◆ **Extracted records**:
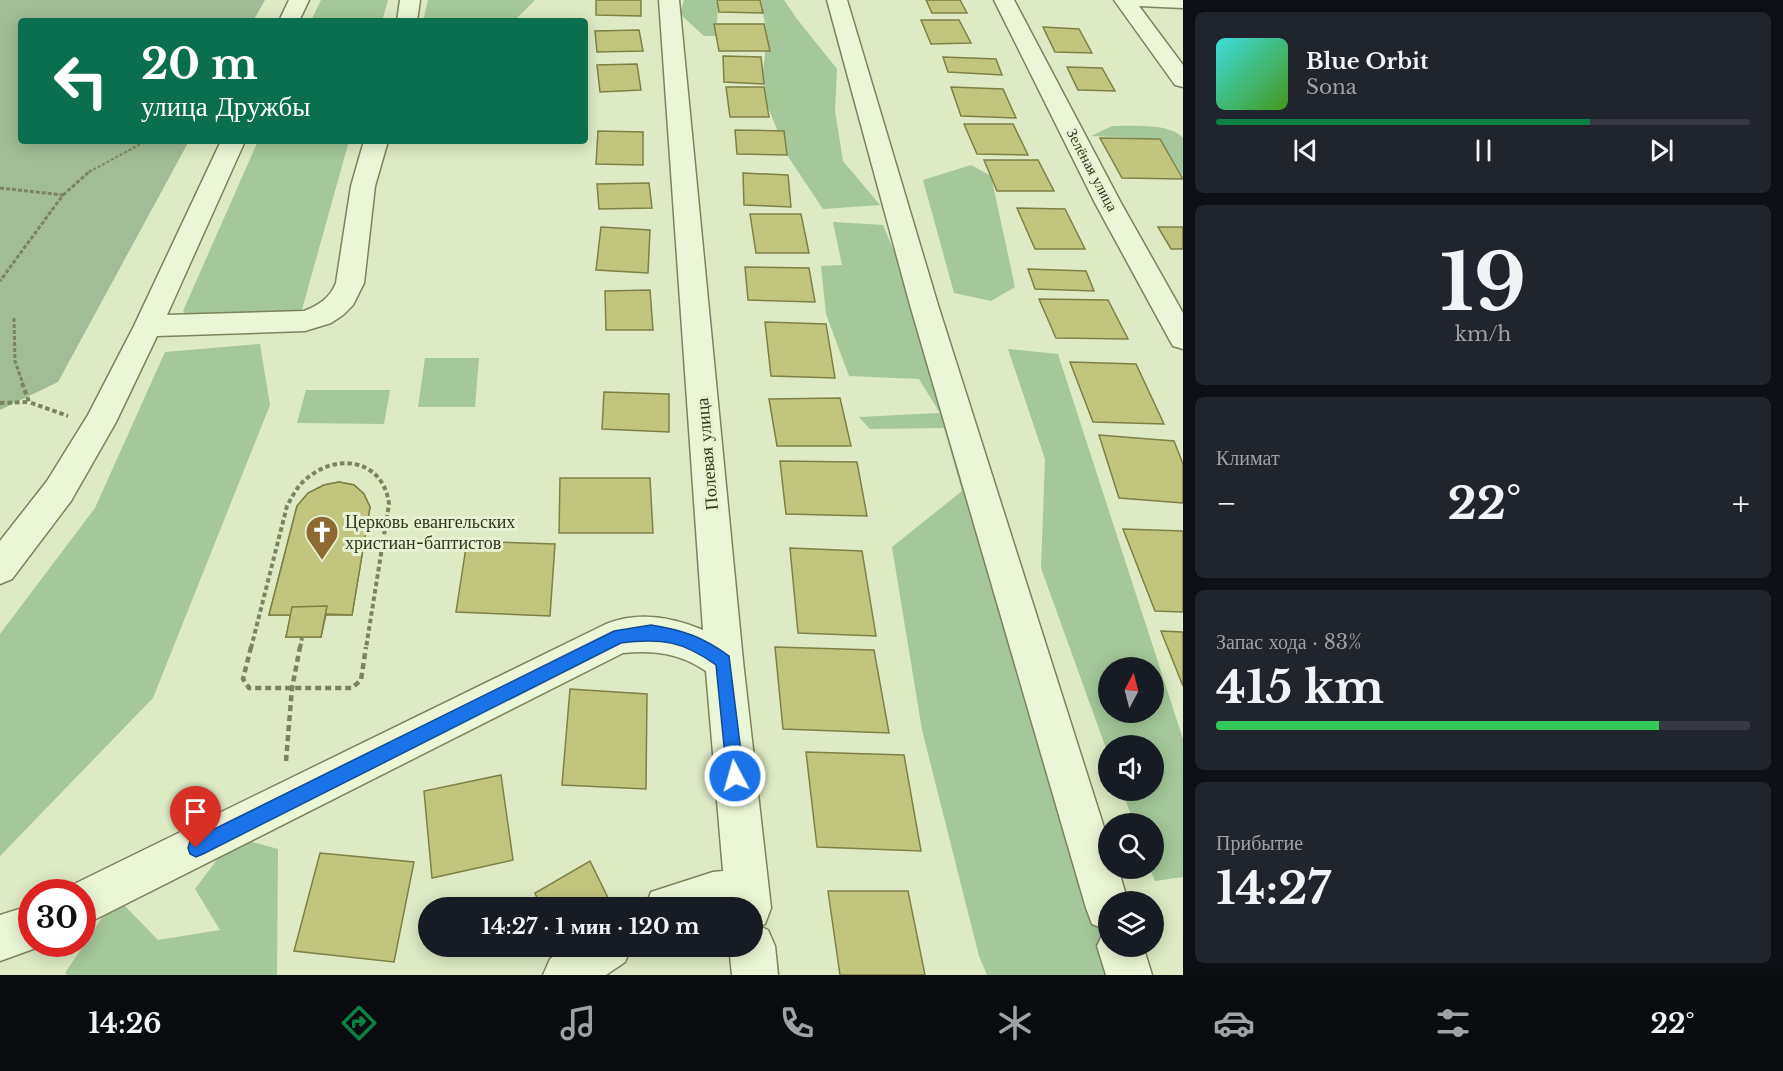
<!DOCTYPE html>
<html lang="ru">
<head>
<meta charset="utf-8">
<style>
	body { margin:0; font-family:"Libre Baskerville",serif; background:#20242c; color:#f1f3f6; height:100vh; display:flex; flex-direction:column; font-size:22px; white-space:nowrap }
	* { box-sizing:border-box; margin:0 }
	p { font-size:20px; color:#9ea1a6 }
	.icon { flex:none; width:33px; height:33px; fill:none; stroke:currentColor; stroke-width:2; stroke-linecap:round; stroke-linejoin:round }
	.map { position:relative; flex:1; overflow:hidden }
	.panel { display:flex; flex-direction:column; gap:12px; padding:12px; background:#0d0f14; width:600px }
	.panel>* { flex:none }
	.hud { position:absolute; left:18px; top:18px; width:570px; height:126px; border-radius:6px; box-shadow:0 3px 15px #0003; background:#0b6e4f; color:#fff; overflow:hidden }
	.needle { width:39px; rotate:7deg }
	.controls { position:absolute; left:1098px; top:657px; display:grid; gap:12px }
	.controls a { display:grid; place-items:center; width:66px; height:66px; border-radius:50%; background:#171b24; box-shadow:0 3px 15px #0003; font-size:30px }
	.speed { position:absolute; left:18px; top:879px; display:flex; gap:12px; font-size:30px; font-weight:700; text-align:center }
	.speed>* { display:grid; place-content:center; width:78px; height:78px; border-radius:50%; background:#171b24; box-shadow:0 3px 15px #0003; line-height:1 }
	.speed .limit { border:9px solid #d22; background:#fff; color:#111 }
	.pin { position:absolute; display:grid; place-items:center; width:51px; height:51px; color:#fff; margin:-62px -26px; border-radius:50% 50% 50% 0; rotate:-45deg; box-shadow:0 0 6px #0007 }
	.pin .icon { rotate:45deg }
	.me { position:absolute; width:66px; margin:-33px; rotate:354deg; stroke-linejoin:round; filter:drop-shadow(0 0 4px #0008) }
	.turn { display:flex; align-items:center; gap:21px; height:126px; padding:0 24px; font-size:27px }
	.turn .icon { width:78px; height:78px; stroke-width:2.5 }
	.turn b { display:block; font-size:42px; line-height:51px }
	.big { font-size:45px; font-weight:700; line-height:1.1 }
	.panel .widget { flex:1; display:flex; flex-direction:column; justify-content:center; gap:9px; min-width:0; padding:0 21px; border-radius:9px; background:#20242c }
	.panel .dial { align-items:center; gap:0 }
	.dial b { font-size:78px; line-height:1 }
	.song { display:flex; align-items:center; gap:18px }
	.cover { width:72px; height:72px; border-radius:9px; background:linear-gradient(135deg,hsl(180 70% 55%),hsl(100 70% 35%)) }
	.played { height:6px; border-radius:3px; background:linear-gradient(90deg,#0b8043 70%,#363941 70%) }
	.keys { display:flex; justify-content:space-around; direction:ltr }
	.heat { display:flex; justify-content:space-between; align-items:center; font-size:33px; direction:ltr }
	.charge { height:9px; border-radius:4px; background:linear-gradient(90deg,#34c759 83%,#363941 0) }
	.trip { position:absolute; left:418px; top:897px; width:345px; height:60px; border-radius:30px; background:#171b24; box-shadow:0 3px 15px #0003; font-weight:700; line-height:60px; text-align:center }
	.tab-bar { display:flex; height:96px; justify-content:space-around; align-items:center; background:#090b0e; color:#9ea1a6 }
	.tab-bar .icon { width:42px; height:42px }
	.tab-bar .active { color:#0b8043 }
	.tab-bar b { font-size:27px; color:#f1f3f6 }
	main { display:flex; flex:1; min-height:0 }
	.map>svg:first-child { display:block }
	.green { fill:#a5c799; fill-rule:evenodd }
	.cemetery { fill:#a1bc97 }
	.building { fill:#c2c57d; stroke:#7f8044; stroke-width:1.5 }
	.lines { fill:none; stroke-linecap:round; stroke-linejoin:round }
	.minor-casing { stroke:#7d835c; stroke-width:3 }
	.path-far3 { stroke:#7d835c; stroke-width:2; stroke-dasharray:3 2; stroke-linecap:butt }
	.path-far2 { stroke:#7d835c; stroke-width:3; stroke-dasharray:4 2; stroke-linecap:butt }
	.path-far1 { stroke:#7d835c; stroke-width:4; stroke-dasharray:4.5 3; stroke-linecap:butt }
	.path { stroke:#7d835c; stroke-width:4.5; stroke-dasharray:6 4; stroke-linecap:butt }
	.minor { fill:#ebf6d6; fill-rule:evenodd }
	.route { fill:#1a73e8; stroke:#114b97; stroke-width:1.5 }
	.labels { text-anchor:middle; stroke-width:6; stroke-linejoin:round; paint-order:stroke }
	.far-street-label { font-size:15px; fill:#32341f; stroke:#e7f2d3 }
	.street-label { font-size:18px; fill:#32341f; stroke:#e7f2d3 }
	.poi-label { font-size:18px; fill:#32341f; stroke:#e7f2d3; text-anchor:start }
</style>
</head>
<body>
<main>
<div class="map">
<svg width="1183" height="975" viewBox="0 0 1183 975">
	<rect width="100%" height="100%" fill="#ddeac4"/>
	<g class="green">
		<path d="M 321,0 L 388,0 L 382,21 L 311,21 Z"/>
		<path d="M 428,0 L 535,0 L 514,21 L 423,21 Z"/>
		<path d="M 684,0 L 716,0 L 718,6 L 716,36 L 704,36 L 680,14 Z"/>
		<path d="M 761,0 L 784,0 L 797,19 L 837,69 L 835,111 L 843,161 L 880,205 L 823,209 L 787,155 L 766,102 L 763,72 L 767,37 Z"/>
		<path d="M 1112,126 C 1131,126 1171,123 1183,138 L 1183,176 L 1160,139 L 1091,136 Z"/>
		<path d="M 258,141 L 349,141 L 301,313 L 194,325 L 183,311 Z"/>
		<path d="M 971,165 L 991,176 L 1015,287 L 991,301 L 954,293 L 923,180 Z"/>
		<path d="M 833,222 L 883,225 L 907,282 L 1108,917 L 1108,946 L 1127,975 L 987,975 L 979,956 L 922,730 L 892,547 L 962,491 L 944,428 L 870,429 L 859,417 L 940,413 L 919,379 L 849,376 L 826,314 L 821,266 L 842,265 Z"/>
		<path d="M 260,344 L 270,405 L 153,698 L 0,856 L 0,634 L 95,508 L 165,352 Z"/>
		<path d="M 1008,349 L 1058,354 L 1183,739 L 1183,877 L 1155,881 L 1150,869 L 1154,868 L 1154,824 L 1134,823 L 1122,791 L 1154,790 L 1154,746 L 1108,746 L 1108,754 L 1041,568 L 1045,459 ZM 1108,668 L 1154,668 L 1154,712 L 1108,712 Z"/>
		<path d="M 425,358 L 479,358 L 475,407 L 418,407 Z"/>
		<path d="M 306,390 L 390,390 L 384,424 L 297,423 Z"/>
		<path d="M 234,837 L 278,849 L 277,975 L 67,975 L 65,973 L 116,897 L 158,940 L 220,930 L 195,889 Z"/>
	</g>
	<path class="cemetery" d="M 0,0 L 265,0 L 253,21 L 21,21 L 21,141 L 189,141 L 58,382 L 0,410 Z"/>
	<g class="building">
		<path d="M 596,0 L 641,0 L 641,16 L 596,15 Z"/>
		<path d="M 717,0 L 760,0 L 763,13 L 719,12 Z"/>
		<path d="M 926,0 L 960,0 L 967,13 L 932,13 Z"/>
		<path d="M 921,20 L 959,20 L 971,43 L 931,44 Z"/>
		<path d="M 714,24 L 764,24 L 770,51 L 719,51 Z"/>
		<path d="M 1043,27 L 1079,29 L 1092,53 L 1055,52 Z"/>
		<path d="M 639,30 L 643,51 L 597,52 L 595,31 Z"/>
		<path d="M 723,56 L 761,57 L 764,84 L 724,82 Z"/>
		<path d="M 943,57 L 996,59 L 1002,75 L 948,72 Z"/>
		<path d="M 637,64 L 641,90 L 600,92 L 597,65 Z"/>
		<path d="M 1067,67 L 1102,68 L 1115,91 L 1078,90 Z"/>
		<path d="M 726,87 L 764,87 L 769,117 L 730,117 Z"/>
		<path d="M 951,87 L 1003,89 L 1016,118 L 961,116 Z"/>
		<path d="M 964,124 L 1013,124 L 1028,155 L 977,154 Z"/>
		<path d="M 735,130 L 784,131 L 787,155 L 737,154 Z"/>
		<path d="M 598,131 L 643,132 L 643,165 L 596,164 Z"/>
		<path d="M 1100,138 L 1160,139 L 1183,179 L 1122,178 Z"/>
		<path d="M 984,160 L 1038,160 L 1054,191 L 997,191 Z"/>
		<path d="M 743,173 L 788,175 L 791,207 L 744,205 Z"/>
		<path d="M 649,183 L 652,208 L 599,209 L 597,184 Z"/>
		<path d="M 1017,208 L 1065,209 L 1085,249 L 1035,249 Z"/>
		<path d="M 750,214 L 801,214 L 809,253 L 756,253 Z"/>
		<path d="M 601,227 L 650,230 L 648,273 L 596,270 Z"/>
		<path d="M 1158,227 L 1183,227 L 1183,249 L 1171,249 Z"/>
		<path d="M 745,267 L 809,268 L 815,302 L 748,300 Z"/>
		<path d="M 1028,269 L 1086,271 L 1094,291 L 1035,289 Z"/>
		<path d="M 650,290 L 653,330 L 606,330 L 605,291 Z"/>
		<path d="M 1039,299 L 1108,300 L 1128,339 L 1056,338 Z"/>
		<path d="M 765,322 L 826,324 L 835,378 L 771,376 Z"/>
		<path d="M 1070,362 L 1136,364 L 1164,424 L 1093,422 Z"/>
		<path d="M 604,392 L 669,394 L 669,432 L 602,429 Z"/>
		<path d="M 840,398 L 851,446 L 777,446 L 769,399 Z"/>
		<path d="M 1099,435 L 1174,441 L 1183,464 L 1183,503 L 1119,498 Z"/>
		<path d="M 780,461 L 857,462 L 867,516 L 786,514 Z"/>
		<path d="M 560,478 L 650,478 L 653,533 L 559,533 Z"/>
		<path d="M 339,482 L 354,485 L 364,494 L 370,507 L 352,615 L 269,615 L 297,506 L 308,493 L 324,485 Z"/>
		<path d="M 339,482 L 354,485 L 364,494 L 370,507 L 352,615 L 326,614 L 321,637 L 286,637 L 291,615 L 269,615 L 297,506 L 308,493 L 324,485 Z"/>
		<path d="M 1123,529 L 1183,531 L 1183,612 L 1155,611 Z"/>
		<path d="M 467,541 L 555,544 L 550,616 L 456,612 Z"/>
		<path d="M 790,548 L 862,551 L 876,636 L 798,633 Z"/>
		<path d="M 327,606 L 321,637 L 286,637 L 292,607 Z"/>
		<path d="M 1161,631 L 1183,632 L 1183,686 Z"/>
		<path d="M 775,647 L 874,650 L 889,733 L 783,729 Z"/>
		<path d="M 570,689 L 647,694 L 646,789 L 562,785 Z"/>
		<path d="M 806,752 L 904,755 L 921,851 L 817,847 Z"/>
		<path d="M 501,775 L 513,860 L 432,878 L 424,791 Z"/>
		<path d="M 320,853 L 414,862 L 394,962 L 294,951 Z"/>
		<path d="M 590,861 L 613,908 L 541,908 L 535,893 Z"/>
		<path d="M 828,891 L 908,891 L 925,975 L 840,975 Z"/>
	</g>
	<g class="lines">
		<g class="minor-casing">
			<g id="minor">
				<path d="M 289,0 L 309,0 L 299,21 L 279,21 Z"/>
				<path d="M 400,0 L 420,0 L 417,21 L 397,21 Z"/>
				<path d="M 659,0 L 679,0 L 743,661 L 771,908 L 765,924 L 759,926 L 768,930 L 775,946 L 778,975 L 732,975 L 729,946 L 753,946 L 753,908 L 645,908 L 651,892 L 713,872 L 723,871 L 706,671 C 679,653 654,650 623,653 L 82,926 L 82,892 L 65,892 L 66,888 L 606,624 C 638,611 672,617 703,630 Z"/>
				<path d="M 827,0 L 847,0 L 938,305 L 1108,840 L 1108,868 L 1118,868 L 1128,902 L 1108,902 L 1108,946 L 1143,946 L 1152,975 L 1106,975 L 1097,946 L 1105,929 L 1092,924 L 1086,908 L 910,305 Z"/>
				<path d="M 994,0 L 1014,0 L 1121,203 L 1183,313 L 1183,349 L 1173,346 L 1169,339 L 1095,203 Z"/>
				<path d="M 1114,0 L 1183,0 L 1183,8 L 1139,6 L 1183,65 L 1183,87 L 1175,85 Z"/>
				<path d="M 221,141 L 245,141 L 167,315 L 304,311 C 319,305 330,298 336,283 L 351,186 L 364,141 L 388,141 L 375,186 L 364,283 L 353,305 L 343,315 L 331,323 L 305,331 L 157,336 L 116,422 L 71,501 L 12,579 L 0,584 L 0,541 L 47,481 L 88,415 L 134,326 Z"/>
				<path d="M 32,905 L 32,944 L 47,944 L 0,961 L 0,915 Z"/>
				<path d="M 568,946 L 632,946 L 625,962 L 606,975 L 543,975 L 550,959 Z"/>
			</g>
		</g>
		<path class="path-far3" d="M 89,172 L 146,141"/>
		<g class="path-far2">
			<path d="M 0,188 L 63,195 L 0,281"/>
			<path d="M 63,195 L 91,170"/>
			<path d="M 14,318 L 15,361 L 23,384"/>
		</g>
		<g class="path-far1">
			<path d="M 22,383 L 29,402 L 68,416"/>
			<path d="M 0,403 L 29,402"/>
			<path d="M 368,521 L 387,522"/>
			<path d="M 383,543 L 440,544"/>
			<path d="M 251,648 L 287,506 C 293,495 299,483 310,476 C 341,452 384,462 389,504 L 366,648"/>
			<path d="M 300,648 L 302,638"/>
		</g>
		<g class="path">
			<path d="M 251,647 L 243,679 L 249,688 L 352,688 L 361,680 L 366,647"/>
			<path d="M 286,761 L 292,688 L 300,647"/>
		</g>
		<use href="#minor" class="minor"/>
	</g>
	<path class="route" d="M 651,625 C 683,630 703,637 729,656 L 744,776 L 741,782 L 735,785 L 729,782 L 727,776 L 716,665 C 683,641 661,638 621,643 L 203,854 L 196,857 L 190,854 L 188,848 L 190,841 L 614,631 Z"/>
	<defs>
		<g id="church-pin" transform="scale(1.725)"><path d="M0 17L-7.5 6A9.5 9.5 0 1 1 7.5 6Z" fill="#8d6a31" stroke="#e7f2d3"/><path d="M-1.2-6h2.4v3.5h3.3v2.4h-3.3V6h-2.4V-.1h-3.3v-2.4h3.3Z" fill="#fff"/></g>
	</defs>
	<g fill-rule="evenodd">
		<use href="#church-pin" x="322" y="532"/>
	</g>
	<g class="labels">
		<g class="far-street-label">
			<text transform="translate(1092 170) rotate(62)" y="5">Зелёная улица</text>
		</g>
		<g class="street-label">
			<text transform="translate(707 454) rotate(-95)" y="6">Полевая улица</text>
		</g>
		<g class="poi-label">
			<text x="345" y="528">Церковь евангельских<tspan x="345" dy="21">христиан-баптистов</tspan></text>
		</g>
	</g>
</svg>
<div class="controls">
<a><svg class="needle" viewBox="-14 -14 28 28"><path d="M0-13l5 13h-10z" fill="#e53935"/><path d="M0 13l5-13h-10z" fill="#9ea1a6"/></svg></a>
<a><svg class="icon" aria-label="sound" viewBox="0 0 24 24"><path d="M4 9h4l5-4v14l-5-4H4zM17 9q2 3 0 6"/></svg></a>
<a><svg class="icon" aria-label="search" viewBox="0 0 24 24"><circle cx="10" cy="10" r="6"/><path d="M15 15l6 6"/></svg></a>
<a><svg class="icon" aria-label="layers" viewBox="0 0 24 24"><path d="M12 4l9 5-9 5-9-5zM3 14l9 5 9-5"/></svg></a>
</div>
<div class="speed"><div class="limit">30</div></div>
<div class="pin" style="left:196px;top:848px;background:#d93025"><svg class="icon" aria-label="arrive" viewBox="0 0 24 24"><path d="M6 21V4h12l-3 4 3 4H6"/></svg></div>
<svg class="me" style="left:735px;top:776px" viewBox="-20 -20 40 40"><circle r="17" fill="#1a73e8" stroke="#fff" stroke-width="3"/><path d="M0-11L8 9 0 5-8 9z" fill="#fff"/></svg>
<div class="trip">14:27 · 1 мин · 120 m</div>
<div class="hud">
<div class="turn"><svg class="icon" aria-label="left" viewBox="0 0 24 24"><path d="M17 20v-9H6M10 6l-5 5 5 5"/></svg><div><b>20 m</b>улица Дружбы</div></div>
</div>
</div>
<section class="panel">
<div class="widget">
<div class="song"><i class="cover"></i><div><b>Blue Orbit</b><p>Sona</p></div></div>
<div class="played"></div>
<div class="keys"><svg class="icon" aria-label="previous" viewBox="0 0 24 24"><path d="M18 5L8 12l10 7zM5 5v14"/></svg><svg class="icon" aria-label="pause" viewBox="0 0 24 24"><path d="M8 5v14M16 5v14"/></svg><svg class="icon" aria-label="next" viewBox="0 0 24 24"><path d="M6 5l10 7-10 7zM19 5v14"/></svg></div>
</div>
<div class="widget dial"><b>19</b><p>km/h</p></div>
<div class="widget"><p>Климат</p>
<div class="heat"><a>−</a><b class="big">22°</b><a>+</a></div>
</div>
<div class="widget"><p>Запас хода · 83%</p><b class="big">415 km</b><div class="charge"></div></div>
<div class="widget"><p>Прибытие</p><b class="big">14:27</b></div>
</section>
</main>
<nav class="tab-bar">
<b>14:26</b>
<svg class="icon active" aria-label="directions" viewBox="0 0 24 24"><path d="M12 3l9 9-9 9-9-9zM9 14v-3h6M13 9l2 2-2 2"/></svg>
<svg class="icon" aria-label="music" viewBox="0 0 24 24"><path d="M9 18V5l10-2v13"/><circle cx="6" cy="18" r="3"/><circle cx="16" cy="16" r="3"/></svg>
<svg class="icon" aria-label="phone" viewBox="0 0 24 24"><path d="M5 4h4l2 5-3 2q2 4 5 5l2-3 5 2v4C11 20 4 13 5 4z"/></svg>
<svg class="icon" aria-label="climate" viewBox="0 0 24 24"><path d="M12 3v18M4 7l16 10M4 17L20 7"/></svg>
<svg class="icon" aria-label="car" viewBox="0 0 24 24"><path d="M5 17H2v-5l4-1 3-4h7l3 4 3 1v5h-3M9 17h6M6 11h13"/><circle cx="7" cy="17" r="2"/><circle cx="17" cy="17" r="2"/></svg>
<svg class="icon" aria-label="filters" viewBox="0 0 24 24"><path d="M4 7h16M4 17h16"/><circle cx="9" cy="7" r="2"/><circle cx="15" cy="17" r="2"/></svg>
<b>22°</b>
</nav>
</body>
</html>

◆ **Task**:
When a line of the entries contains "needle", it counts; say how many such lines there are, and nothing more.

◆ **Final answer**:
2